The best thing that happened to me today happened on my way into therapy. I parked my car outside the hospital, and went to the machine to pay for parking. Just as I was about to stick my coins in, a woman leaving the lot waved to me from her car. I walked over, she smiled as she handed her all-day pass to me.
There is kindness.
The rest of my day was not so heartening. We had a two hour all-staff meeting at work. I hate these meetings. They happen a few times a year, and they’re supposed to be an opportunity to meet new staff, and find out what is going on in each section.
My section has been grossly understaffed until a few weeks ago, when they finally filled a position that had been vacant for a year. A year in which I had to wear many hats- or I should say, all of the hats. I wore all of the hats, covering three positions in total, while all the while management’s expectations remained high. I felt like I was being set up to fail. Even though I think I fucking performed miracles daily, I constantly felt like I was saying no more than yes, and looking like I was underperforming, which I know, is ridiculous.

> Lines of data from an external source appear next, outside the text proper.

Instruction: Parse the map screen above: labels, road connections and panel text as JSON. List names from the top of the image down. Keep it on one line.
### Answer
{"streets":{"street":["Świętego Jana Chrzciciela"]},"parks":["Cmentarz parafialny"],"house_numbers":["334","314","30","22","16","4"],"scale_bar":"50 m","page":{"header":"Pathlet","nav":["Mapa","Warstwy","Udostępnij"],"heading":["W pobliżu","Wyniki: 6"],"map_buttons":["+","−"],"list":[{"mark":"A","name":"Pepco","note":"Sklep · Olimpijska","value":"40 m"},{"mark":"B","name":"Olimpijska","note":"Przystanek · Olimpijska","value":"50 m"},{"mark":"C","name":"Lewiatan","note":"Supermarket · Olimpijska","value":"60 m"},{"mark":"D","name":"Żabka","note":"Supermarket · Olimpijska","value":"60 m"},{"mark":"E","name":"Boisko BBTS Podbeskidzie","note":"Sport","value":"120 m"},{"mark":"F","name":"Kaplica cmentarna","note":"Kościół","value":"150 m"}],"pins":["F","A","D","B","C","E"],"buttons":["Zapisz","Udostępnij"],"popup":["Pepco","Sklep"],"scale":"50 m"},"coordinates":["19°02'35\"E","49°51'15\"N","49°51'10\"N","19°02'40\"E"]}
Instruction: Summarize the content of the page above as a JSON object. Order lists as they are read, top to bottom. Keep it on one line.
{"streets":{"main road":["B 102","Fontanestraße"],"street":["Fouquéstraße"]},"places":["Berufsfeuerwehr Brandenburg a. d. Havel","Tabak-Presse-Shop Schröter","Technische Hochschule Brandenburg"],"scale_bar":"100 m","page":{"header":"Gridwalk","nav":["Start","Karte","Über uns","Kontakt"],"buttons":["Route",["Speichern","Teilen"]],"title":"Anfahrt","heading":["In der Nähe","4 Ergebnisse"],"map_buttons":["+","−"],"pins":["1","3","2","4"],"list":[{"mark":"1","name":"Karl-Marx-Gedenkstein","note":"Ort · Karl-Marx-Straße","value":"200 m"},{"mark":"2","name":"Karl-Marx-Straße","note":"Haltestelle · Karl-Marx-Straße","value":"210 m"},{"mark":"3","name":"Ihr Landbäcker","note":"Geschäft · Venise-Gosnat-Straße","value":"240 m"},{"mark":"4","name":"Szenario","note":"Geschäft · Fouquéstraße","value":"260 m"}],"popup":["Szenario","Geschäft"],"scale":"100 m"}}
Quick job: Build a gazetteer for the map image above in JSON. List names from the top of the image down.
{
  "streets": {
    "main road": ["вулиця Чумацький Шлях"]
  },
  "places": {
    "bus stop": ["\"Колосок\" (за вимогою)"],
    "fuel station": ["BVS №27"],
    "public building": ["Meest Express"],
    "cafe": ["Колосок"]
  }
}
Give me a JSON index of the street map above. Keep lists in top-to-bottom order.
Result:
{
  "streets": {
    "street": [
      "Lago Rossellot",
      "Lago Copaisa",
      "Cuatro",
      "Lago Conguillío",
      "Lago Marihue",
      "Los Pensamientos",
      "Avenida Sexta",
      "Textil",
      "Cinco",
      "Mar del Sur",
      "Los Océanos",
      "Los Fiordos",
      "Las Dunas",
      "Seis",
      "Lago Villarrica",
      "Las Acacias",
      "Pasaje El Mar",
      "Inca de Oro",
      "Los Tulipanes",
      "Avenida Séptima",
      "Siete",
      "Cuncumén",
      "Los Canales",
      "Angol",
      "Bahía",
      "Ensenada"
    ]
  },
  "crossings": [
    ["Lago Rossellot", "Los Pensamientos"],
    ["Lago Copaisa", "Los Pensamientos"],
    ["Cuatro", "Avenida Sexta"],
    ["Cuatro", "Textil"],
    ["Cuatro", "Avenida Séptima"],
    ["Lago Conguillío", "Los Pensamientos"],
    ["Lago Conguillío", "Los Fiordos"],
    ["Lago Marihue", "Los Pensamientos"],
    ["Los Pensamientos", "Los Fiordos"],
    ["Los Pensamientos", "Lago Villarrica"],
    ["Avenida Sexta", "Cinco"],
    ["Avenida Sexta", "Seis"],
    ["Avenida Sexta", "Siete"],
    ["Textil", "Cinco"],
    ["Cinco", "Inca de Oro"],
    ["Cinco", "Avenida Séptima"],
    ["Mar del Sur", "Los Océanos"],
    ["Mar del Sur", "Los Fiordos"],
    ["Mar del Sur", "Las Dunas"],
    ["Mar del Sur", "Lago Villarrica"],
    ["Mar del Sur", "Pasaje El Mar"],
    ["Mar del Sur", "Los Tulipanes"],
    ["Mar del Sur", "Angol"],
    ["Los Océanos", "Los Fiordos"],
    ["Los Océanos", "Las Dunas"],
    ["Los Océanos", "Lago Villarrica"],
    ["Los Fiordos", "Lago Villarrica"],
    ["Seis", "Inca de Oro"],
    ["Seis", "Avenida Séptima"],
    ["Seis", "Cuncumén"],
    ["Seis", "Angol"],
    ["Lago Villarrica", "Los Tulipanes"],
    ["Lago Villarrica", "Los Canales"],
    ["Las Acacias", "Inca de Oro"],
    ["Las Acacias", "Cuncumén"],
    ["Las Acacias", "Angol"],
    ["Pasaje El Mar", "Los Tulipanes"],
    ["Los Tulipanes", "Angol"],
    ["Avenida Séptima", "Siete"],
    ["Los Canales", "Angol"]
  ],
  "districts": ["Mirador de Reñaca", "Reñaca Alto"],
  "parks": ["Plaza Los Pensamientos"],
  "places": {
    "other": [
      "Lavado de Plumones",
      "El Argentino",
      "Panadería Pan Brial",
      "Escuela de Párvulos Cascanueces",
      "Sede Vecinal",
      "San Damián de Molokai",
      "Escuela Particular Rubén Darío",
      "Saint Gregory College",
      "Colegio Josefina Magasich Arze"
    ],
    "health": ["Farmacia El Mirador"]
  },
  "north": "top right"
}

In comes in new team member. She is great, I really like her, but the thing is, she has way less experience than me. She is constantly coming to me for advice, which she willingly takes (it could be worse that way, I know). She is grateful, I know that.
Thing is, the rest of the office sees her as some sort of messiah, as if nothing was happening while that position was vacant. UM, HELLO? And now I am invisible. People are going to her, not responding to my emails, and worst of all, attributing credit for some great things happening on our team to her. They don’t realize that this work didn’t come from nowhere. It was months of my planning and implementation and ironing out glitches.
That all said, it is not about my ego. I’m not looking for glory, just credit where credit is due, and more importantly, recognition that I did pretty fucking well considering I was doing three jobs on my own.
So yes, I am bitter.
And in the background simmers my anxiety about my daughter and what this school meeting tomorrow will bring. I know it is going to get worse with her before it gets better. I am tired of people saying to me, “You just have to do it- take her phone away.” Well, duh. I will do what I have to do- that doesn’t mean I don’t know what that will look like- the yelling, the meltdowns (hers *and* mine), the refusal to go to school, the hours I will have to miss from work, the alcohol I will feel compelled to consume to give me a bit of relief at the end of the day. She is a kid who will resist and defy and argue and protest just to wear. me. down. at a time that I have so many other things wearing me down.
So with all that and more, I got myself to therapy for session 2 with A. I just sort of went on and all over the place with the many sources of my stress and anxiety, to the point of breathlessness. My mother, my ex-husband and his years of infidelity, blending families, my old house which isn’t selling, the trauma of anonymous cyberharassment. And more. I think she was a bit stunned.
I pondered out loud that the universe is trying to tell me something, but that I couldn’t figure out what it is.
I’m trying to recognize that there isn’t much I can do about the various sources of shit being flung at me. We all get it at some point in our lives. It is how we react that matters. How we cope. What I can have a teensy bit of control over is how I replenish and take care of myself – which right now consists of alcohol and hours lost to playing 1010.
She said, start with 10 minutes a day. Read a favourite book. Or listen to music. Or go for a walk.
I will have to mull that one over. I don’t even know what feels good anymore. I just know that what I am currently doing is not getting me into a better place.